Igor: I’d say it’s working at a loss. We take the missing funds from the school’s budget, justifying it by the fact that some of the people who come to the school have learned about it from the podcast.

Is your school commercially successful? How do you distribute the money? Only between the teachers or also between someone else?

Igor: We give 50% to the author of the course, invest 25% in development, and use the remaining 25% to pay dividends, salaries, etc. As for the podcast, it’s more of a hobby.

Alexander: It owes us.

So it’s a hobby that needs to be promoted?

Igor: Yes. As we’ve said before, we need a targetologist. For now, the podcast brings us zero profit and only eats away out money.

You spend a week each month recording new episodes. What do you do with the rest of your time? Do you work standard office hours?

Igor: Of course we work. It’s just that we get to practice our hobby for a week each month.

Alexander: That’s because Eight has moved to Sochi for the winter. Before that, we usually tried to record new episodes every once or twice a week to keep them regular, remember how to speak, and just hang out with friends as if we actually had the time to do that. You could say we were working while at work.

Igor: If we closed the podcast, we’d probably start earning more.

Do you have a business plan? For example, will you close the podcast if you don’t break even in a year? Or do you not think about such things at all?

Igor: No. Firstly, it doesn’t cost us that much. Part of the money we spend comes from the school, so we feel fine taking a little of it, given that the school and the podcast are run by the same people. But we still need a marketer, and ID, and popular guests about once a month.

So you don’t plan to close everything and hang up your boots in a year if your channel doesn’t get a hundred thousand subscribers?

Igor: No. We’ll be doing it until we get tired.

Alexander: We don’t want any big numbers. We like everything as it is. Let it all unfold naturally.

Do you ever feel burned out or tired?

Igor: Sometimes. But then we just grit our teeth and pull through, and things quickly get back to normal.

I have a question about Cerebro. Why didn’t you ask for ‘free’ school licenses?

Igor: I’m not in charge of this spring’s batch, because I’m afraid that I’ll get too tired and won’t be able to give it my all. But I’ll think about the autumn batch. As for the licenses, I’ve been offering them to the guys in the chat. Maybe they’ll follow my example.

Another question about Cerebro in terms of what you’re doing right now. Do you use both paid and free licenses for your podcast?

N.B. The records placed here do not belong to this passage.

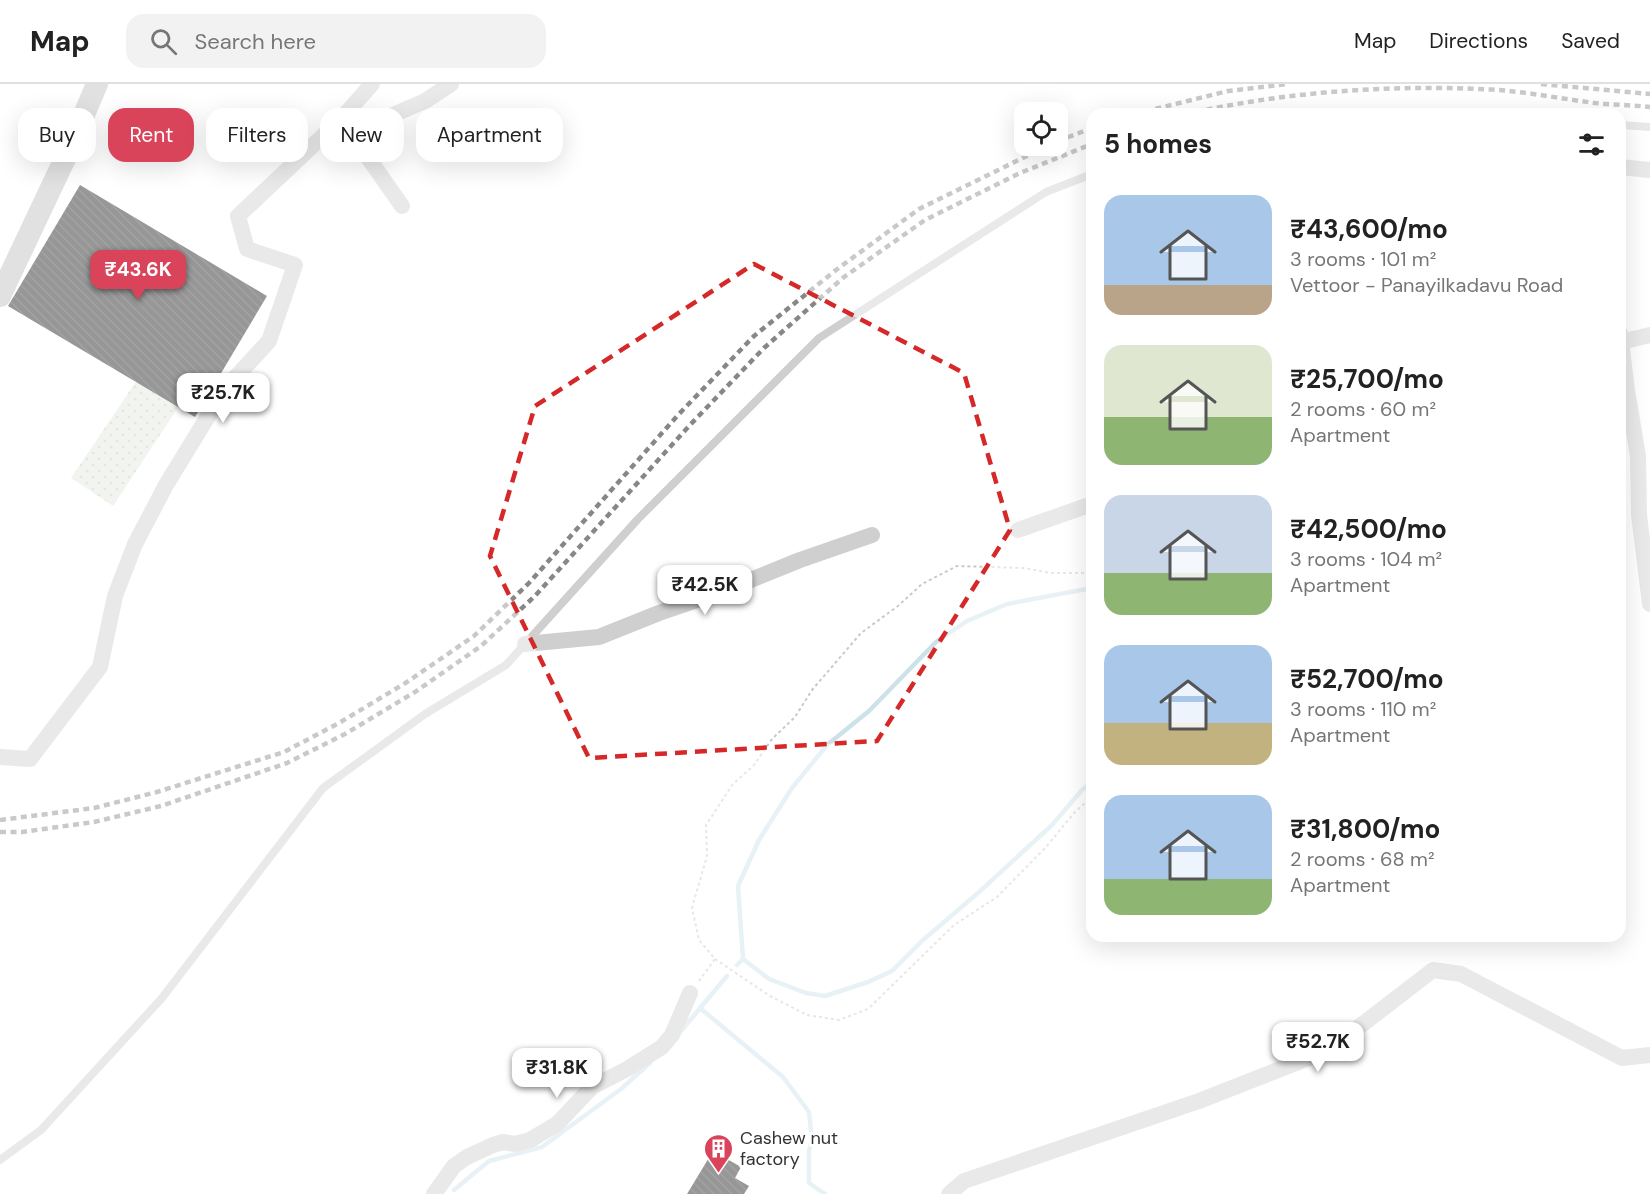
<!DOCTYPE html>
<html lang="en">
<head>
<meta charset="utf-8">
<style>
	:root { --surface:#fff; --page:#f2f2f2; --text:#222; --muted:#767676; --line:#e0e0e0; --accent:#d9445a }
	body { margin:0; font-family:"DM Sans",sans-serif; background:var(--page); color:var(--text); height:100vh; display:flex; flex-direction:column; font-size:22px; white-space:nowrap }
	* { box-sizing:border-box; margin:0 }
	p { font-size:20px; color:var(--muted) }
	.icon { flex:none; width:33px; height:33px; fill:none; stroke:currentColor; stroke-width:2; stroke-linecap:round; stroke-linejoin:round }
	.map { position:relative; flex:1; overflow:hidden }
	.sheet { position:absolute; left:1086px; top:24px; width:540px; height:834px; display:flex; flex-direction:column; background:var(--surface); border-radius:18px; box-shadow:0 6px 24px #0002 }
	.sheet>* { flex:none }
	.guide { position:absolute; left:18px; top:24px; width:570px; height:54px; display:flex; gap:12px }
	.fabs { position:absolute; left:1014px; top:18px; display:grid; gap:12px }
	.fabs a { display:grid; place-items:center; width:54px; height:54px; border-radius:12px; background:var(--surface); box-shadow:0 6px 24px #0002; font-size:30px }
	.price { position:absolute; translate:-50% -51px; padding:0 14px; border-radius:12px; background:#fff; color:#222; font-size:20px; line-height:39px; filter:drop-shadow(0 2px 3px #0008) }
	.price::after { content:''; position:absolute; left:50%; top:36px; width:18px; height:14px; margin-left:-9px; background:inherit; clip-path:polygon(0 0,100% 0,50% 100%) }
	.price.on { background:var(--accent); color:#fff }
	ul { padding:0; list-style:none }
	li { display:flex; align-items:center; gap:18px; height:150px; padding:0 18px }
	li span { display:grid; place-items:center; flex:none; width:168px; height:120px; border-radius:18px; color:#555 }
	li>.icon { margin-inline-start:auto }
	span .icon { width:72px; height:72px; fill:#fffc; stroke-width:1 }
	li b { font-size:26px }
	h2 { display:flex; justify-content:space-between; align-items:center; height:72px; padding:0 18px; font-size:26px }
	.tag { padding:0 21px; border-radius:18px; background:var(--surface); box-shadow:0 6px 24px #0002; font-size:21px; line-height:54px }
	.tag.on { background:var(--accent); color:#fff }
	header { display:flex; align-items:center; gap:36px; box-sizing:border-box; height:84px; padding:0 30px; background:var(--surface); border-bottom:2px solid var(--line) }
	header strong { font-size:28px }
	nav { display:flex; gap:33px; margin-inline-start:auto; font-size:21px }
	.search { width:420px; height:54px; background:var(--page); display:flex; align-items:center; gap:15px; box-sizing:border-box; padding:0 21px; border-radius:18px; color:var(--muted); font-size:22px }
	.map>svg:first-child { display:block }
	.grass { fill:url(#grass-dots) }
	.lines { fill:none; stroke-linecap:round; stroke-linejoin:round }
	.stream { stroke:#cde1e9; stroke-width:4.5 }
	.building { fill:url(#building-back-hatch) }
	.path { stroke:#c9c9c9; stroke-width:2; stroke-dasharray:3 3; stroke-linecap:butt }
	.lane { stroke:#cfcfcf; stroke-width:8 }
	.street { stroke:#cfcfcf; stroke-width:16 }
	.secondary { stroke:#bcbcbc; stroke-width:22 }
	.rail { stroke:#878787; stroke-width:4.5; stroke-dasharray:6 4.5; stroke-linecap:butt }
	.marked { fill:none; stroke:#d62828; stroke-width:4.5; stroke-dasharray:12 8; stroke-linejoin:round }
	.labels { text-anchor:middle; dominant-baseline:central; stroke-width:6; stroke-linejoin:round; paint-order:stroke }
	.poi-label { font-size:18px; fill:#323232; stroke:#fff; text-anchor:start }
</style>
</head>
<body>
<header>
<strong>Map</strong>
<div class="search"><svg class="icon" aria-label="search" viewBox="0 0 24 24"><circle cx="10" cy="10" r="6"/><path d="M15 15l6 6"/></svg>Search here</div>
<nav><a>Map</a><a>Directions</a><a>Saved</a></nav>
</header>
<div class="map">
<svg width="1650" height="1110" viewBox="0 0 1650 1110">
	<defs>
		<pattern id="grass-dots" width="8" height="8" patternUnits="userSpaceOnUse" patternTransform="scale(1.5)"><rect width="8" height="8" fill="#e3e8dc"/><path d="M2 2h.1M6 6h.1" fill="none" stroke="#c3c7bd" stroke-width="1.8" stroke-linecap="round"/></pattern>
		<pattern id="building-back-hatch" width="6" height="6" patternUnits="userSpaceOnUse" patternTransform="scale(1.5)"><rect width="6" height="6" fill="#191919"/><path d="M-1 5l2 2M0 0l6 6M5-1l2 2" fill="none" stroke="#323232"/></pattern>
	</defs>
	<rect width="100%" height="100%" fill="#fff"/>
	<path class="grass" d="M139,293L181,319L113,422L71,394Z"/>
	<g class="lines">
		<g class="stream">
			<path d="M743,875L738,802L759,756L792,704L827,661L869,627L936,558L967,537L1007,520L1092,504"/>
			<path d="M737,881L743,875L769,895L806,909L825,912L868,898L892,887L923,856L978,809L1052,741L1082,706L1092,698"/>
			<path d="M700,924L783,993L809,1028L812,1056L809,1067V1099L825,1110"/>
			<path d="M681,947L727,892"/>
			<path d="M454,1106L489,1077L542,1063L621,1005L650,979"/>
		</g>
	</g>
	<g class="building">
		<path d="M80,101L267,212L195,333L8,222Z"/>
		<path d="M713,1067L741,1083L735,1094L749,1102L744,1110H687Z"/>
	</g>
	<g class="lines">
		<g class="path">
			<path d="M715,875L770,912L807,931L839,936L868,925L954,841L997,813L1046,763L1074,729L1092,713"/>
			<path d="M699,897L715,875L699,856L692,824L707,772L706,741L733,700L754,681L772,655L795,633L812,606L861,549L898,522L922,500L957,482L1024,484L1051,489H1092"/>
		</g>
		<g class="lane">
			<path d="M1620,41L1650,43"/>
			<path d="M0,1076L41,1046L162,914L323,704L425,630L506,581L638,435L819,254L1046,108L1092,90"/>
		</g>
		<g class="street">
			<path d="M1620,83L1650,86"/>
			<path d="M402,122L362,65L358,54L363,44L425,17L451,0"/>
			<path d="M1620,249L1627,306L1638,372L1639,431L1650,520"/>
			<path d="M1621,258L1650,251"/>
			<path d="M1018,446L1092,420"/>
			<path d="M525,560L599,553L659,529L721,508L800,476L872,451"/>
			<path d="M0,673L30,675L100,583L115,512L135,460L166,401L224,306L269,257L295,181L247,165L238,132L342,34L372,0"/>
			<path d="M434,1110L454,1082L467,1073L493,1061L503,1058L515,1060L530,1056L557,1040L592,1003L627,985L662,963L672,951L690,909"/>
			<path d="M949,1110L964,1097L1199,1017L1329,966L1433,886L1461,890L1622,974L1650,971"/>
		</g>
		<path class="secondary" d="M0,212L69,66L97,0"/>
		<g class="rail">
			<path d="M1541,0L1650,10"/>
			<path d="M1135,30L1228,7L1288,0"/>
			<path d="M1186,30C1289,7 1395,0 1500,6C1532,9 1564,15 1595,19C1613,21 1632,21 1650,23"/>
			<path d="M1058,57L1092,44"/>
			<path d="M0,736L94,724L157,708L284,668L339,639L407,598L474,552L529,499L678,331L754,252L836,186L919,125L1047,62"/>
			<path d="M0,748H22L94,738L161,722L287,679L345,650L415,608L481,562L535,512L689,342L764,264L844,193L925,136L1020,89L1092,60"/>
		</g>
	</g>
	<path d="M0 0H1650V1110H0ZM754,180L964,289L1010,446L877,657L589,674L490,472L535,322Z" fill="#fff" fill-opacity=".55" fill-rule="evenodd"/>
	<path class="marked" d="M754,180L964,289L1010,446L877,657L589,674L490,472L535,322Z"/>
	<defs>
		<symbol id="building-pin" viewBox="-11 -11 22 30"><path d="M0 17L-7.5 6A9.5 9.5 0 1 1 7.5 6Z" fill="#d9445a" stroke="#fff"/><path d="M-4-6H4V6H1V3H-1V6H-4ZM-2.5-4.3h1.7v1.8h-1.7ZM.8-4.3h1.7v1.8H.8ZM-2.5-1h1.7V.8h-1.7ZM.8-1h1.7V.8H.8Z" fill="#fff"/></symbol>
	</defs>
	<g fill-rule="evenodd">
		<use href="#building-pin" x="702" y="1048" width="33" height="45"/>
	</g>
	<g class="labels">
		<g class="poi-label">
			<text x="740" y="1054">Cashew nut<tspan x="740" dy="21">factory</tspan></text>
		</g>
	</g>
</svg>
<div class="fabs">
<a><svg class="icon" aria-label="locate" viewBox="0 0 24 24"><circle cx="12" cy="12" r="6"/><path d="M12 2v4M12 18v4M2 12h4M18 12h4"/></svg></a>
</div>
<b class="price on" style="left:138px;top:217px">₹43.6K</b>
<b class="price" style="left:223px;top:340px">₹25.7K</b>
<b class="price" style="left:705px;top:532px">₹42.5K</b>
<b class="price" style="left:1318px;top:989px">₹52.7K</b>
<b class="price" style="left:557px;top:1015px">₹31.8K</b>
<div class="guide">
<a class="tag">Buy</a>
<a class="tag on">Rent</a>
<a class="tag">Filters</a>
<a class="tag">New</a>
<a class="tag">Apartment</a>
</div>
<section class="sheet">
<h2>5 homes<svg class="icon" aria-label="filters" viewBox="0 0 24 24"><path d="M4 7h16M4 17h16"/><circle cx="9" cy="7" r="2"/><circle cx="15" cy="17" r="2"/></svg></h2>
<ul>
<li><span style="background:linear-gradient(#a9c7e8 75%,#b9a48a 0)"><svg class="icon" aria-label="home" viewBox="0 0 24 24"><path d="M3 11l9-7 9 7M6 9v11h12V9"/></svg></span><div><b>₹43,600/mo</b><p>3 rooms · 101 m²</p><p>Vettoor - Panayilkadavu Road</p></div></li>
<li><span style="background:linear-gradient(#dfe7d0 60%,#8fb573 0)"><svg class="icon" aria-label="home" viewBox="0 0 24 24"><path d="M3 11l9-7 9 7M6 9v11h12V9"/></svg></span><div><b>₹25,700/mo</b><p>2 rooms · 60 m²</p><p>Apartment</p></div></li>
<li><span style="background:linear-gradient(#c9d6e8 65%,#8fb573 0)"><svg class="icon" aria-label="home" viewBox="0 0 24 24"><path d="M3 11l9-7 9 7M6 9v11h12V9"/></svg></span><div><b>₹42,500/mo</b><p>3 rooms · 104 m²</p><p>Apartment</p></div></li>
<li><span style="background:linear-gradient(#a9c7e8 65%,#c2b280 0)"><svg class="icon" aria-label="home" viewBox="0 0 24 24"><path d="M3 11l9-7 9 7M6 9v11h12V9"/></svg></span><div><b>₹52,700/mo</b><p>3 rooms · 110 m²</p><p>Apartment</p></div></li>
<li><span style="background:linear-gradient(#a9c7e8 70%,#8fb573 0)"><svg class="icon" aria-label="home" viewBox="0 0 24 24"><path d="M3 11l9-7 9 7M6 9v11h12V9"/></svg></span><div><b>₹31,800/mo</b><p>2 rooms · 68 m²</p><p>Apartment</p></div></li>
</ul>
</section>
</div>
</body>
</html>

Igor: Well, firstly, we have successfully introduced Cerebro into our creative project COPIKORRUPT. Secondly, Sasha and I are making a series and are also using Cerebro for it. That’s already two projects.

Thanks for the answer. Would you like to add something? Maybe there is something you’d like to say that I didn’t ask about?

Igor: There is one thing, yes. It’s important not to worry about the number of views and not to get your expectations too high. If you do, you may start feeling like you’ve failed. I think the most important thing is to just have fun and at some stage make your project a part of your everyday life, so that it doesn’t feel like a chore.

Alexander: Yes. The process of preparing and recording episodes has become a part of our lives over the past two and a half years. Running a podcast is cool. Everything happens quite easily. I can’t say we’re suffering or having to endure something. I wish everything else in life were that easy.

One last question. How do you feel about the popular saying that you shouldn’t do business with friends? What if you become super successful, have a falling out, and have to fight over your business?

Igor: There is some truth to that, but we haven’t felt it yet with regards to the podcast. It doesn’t bring us any money. Although even that project demonstrates perfectly well that there is nothing more permanent than the temporary. If you have expectations, you start thinking that both you and the others must meet them. But the people who work with you may not share them. So if everything is fine, you should just enjoy the moment. And if you can’t, you should just stop. The longer the podcast lives, the better. But the main thing is that everyone has fun.